SECTION 6.04. Reasonable Best Efforts.
(a) Subject to the terms and conditions herein provided for,
each of the parties hereto agrees to use its reasonable best efforts in good
faith to take, or cause to be taken (including causing any Subsidiaries to
take), all appropriate action, and to do, or cause to be done, all things
necessary, proper or advisable under applicable laws and regulations to
consummate and make effective, in the most expeditious manner practicable, the
transactions contemplated by this Agreement and will cooperate fully with the
other parties hereto to that end; provided, however, that nothing in this
Agreement (other than as expressly provided for in Section 1.01) shall obligate
Parent or Purchaser to keep the Offer open beyond the expiration date set forth
in the Offer (as it may be extended from time to time). Without limiting the
foregoing, (i) each of the Company, Parent and Purchaser shall use its
reasonable best efforts to make promptly any required submissions under the HSR
Act that the Company or Parent determines should be made, in each case, with
respect to the Offer, the Merger and the transactions contemplated hereby and
(ii) Parent, Purchaser and the Company shall cooperate with one another (A) in
promptly determining whether any filings are required to be or should be made or
consents, approvals, permits or authorizations are required to be or should be
obtained under any other federal, state or foreign law or regulation, including
any shipping or maritime laws, or whether any consents, approvals or waivers are
required to be or should be obtained from other parties to loan agreements or
other contracts or instruments material to the Company's business in connection
with the consummation of the transactions contemplated by this Agreement and (B)

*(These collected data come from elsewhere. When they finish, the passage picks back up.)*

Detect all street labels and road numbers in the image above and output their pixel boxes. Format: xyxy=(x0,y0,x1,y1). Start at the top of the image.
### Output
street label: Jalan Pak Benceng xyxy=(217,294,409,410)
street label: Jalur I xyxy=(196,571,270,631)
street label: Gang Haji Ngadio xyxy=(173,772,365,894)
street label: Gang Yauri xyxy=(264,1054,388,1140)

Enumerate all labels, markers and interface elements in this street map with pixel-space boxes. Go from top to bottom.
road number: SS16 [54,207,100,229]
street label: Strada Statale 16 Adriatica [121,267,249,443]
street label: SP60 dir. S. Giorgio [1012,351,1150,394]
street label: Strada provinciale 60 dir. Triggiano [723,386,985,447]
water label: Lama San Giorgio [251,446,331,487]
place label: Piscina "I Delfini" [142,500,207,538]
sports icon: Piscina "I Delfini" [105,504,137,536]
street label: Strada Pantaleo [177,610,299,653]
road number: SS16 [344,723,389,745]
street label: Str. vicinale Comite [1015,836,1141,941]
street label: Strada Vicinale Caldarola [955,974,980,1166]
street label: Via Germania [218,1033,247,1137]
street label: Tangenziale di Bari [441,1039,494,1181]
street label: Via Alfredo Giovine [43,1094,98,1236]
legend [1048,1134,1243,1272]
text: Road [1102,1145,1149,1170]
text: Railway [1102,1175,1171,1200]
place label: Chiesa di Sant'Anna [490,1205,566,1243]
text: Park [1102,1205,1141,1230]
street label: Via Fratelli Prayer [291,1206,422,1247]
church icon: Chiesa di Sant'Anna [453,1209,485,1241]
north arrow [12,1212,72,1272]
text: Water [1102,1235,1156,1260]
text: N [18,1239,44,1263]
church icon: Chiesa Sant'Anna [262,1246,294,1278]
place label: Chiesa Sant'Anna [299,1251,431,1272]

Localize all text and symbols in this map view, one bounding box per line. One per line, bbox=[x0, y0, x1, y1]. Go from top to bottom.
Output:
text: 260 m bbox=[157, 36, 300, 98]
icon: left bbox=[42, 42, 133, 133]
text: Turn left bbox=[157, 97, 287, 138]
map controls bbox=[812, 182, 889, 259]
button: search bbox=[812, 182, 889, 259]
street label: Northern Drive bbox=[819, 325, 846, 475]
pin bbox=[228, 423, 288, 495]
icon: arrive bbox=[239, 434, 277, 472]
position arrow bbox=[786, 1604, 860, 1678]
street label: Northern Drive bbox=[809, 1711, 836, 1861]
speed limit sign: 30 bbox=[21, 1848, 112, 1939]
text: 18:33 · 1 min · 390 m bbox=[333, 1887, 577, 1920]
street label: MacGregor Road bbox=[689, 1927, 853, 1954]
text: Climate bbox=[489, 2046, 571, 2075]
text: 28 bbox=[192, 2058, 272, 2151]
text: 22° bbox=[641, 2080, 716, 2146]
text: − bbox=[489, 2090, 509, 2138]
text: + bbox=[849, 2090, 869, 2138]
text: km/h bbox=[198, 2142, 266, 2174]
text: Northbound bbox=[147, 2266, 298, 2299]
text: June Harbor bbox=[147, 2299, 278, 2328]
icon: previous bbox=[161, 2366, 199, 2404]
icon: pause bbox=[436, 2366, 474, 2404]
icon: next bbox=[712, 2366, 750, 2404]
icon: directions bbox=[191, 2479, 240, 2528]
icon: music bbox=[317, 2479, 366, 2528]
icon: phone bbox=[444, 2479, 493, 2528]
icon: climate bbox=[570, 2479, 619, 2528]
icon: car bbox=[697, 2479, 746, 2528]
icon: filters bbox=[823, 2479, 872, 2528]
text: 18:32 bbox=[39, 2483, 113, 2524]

in promptly making any such filings, furnishing information required in
connection therewith and seeking to obtain timely any such consents, permits,
authorizations, approvals or waivers. In case at any time after the Effective
Time any further action is necessary or desirable to carry out the purposes of
this Agreement, the proper officers and directors of each party to this
Agreement shall take all such necessary action.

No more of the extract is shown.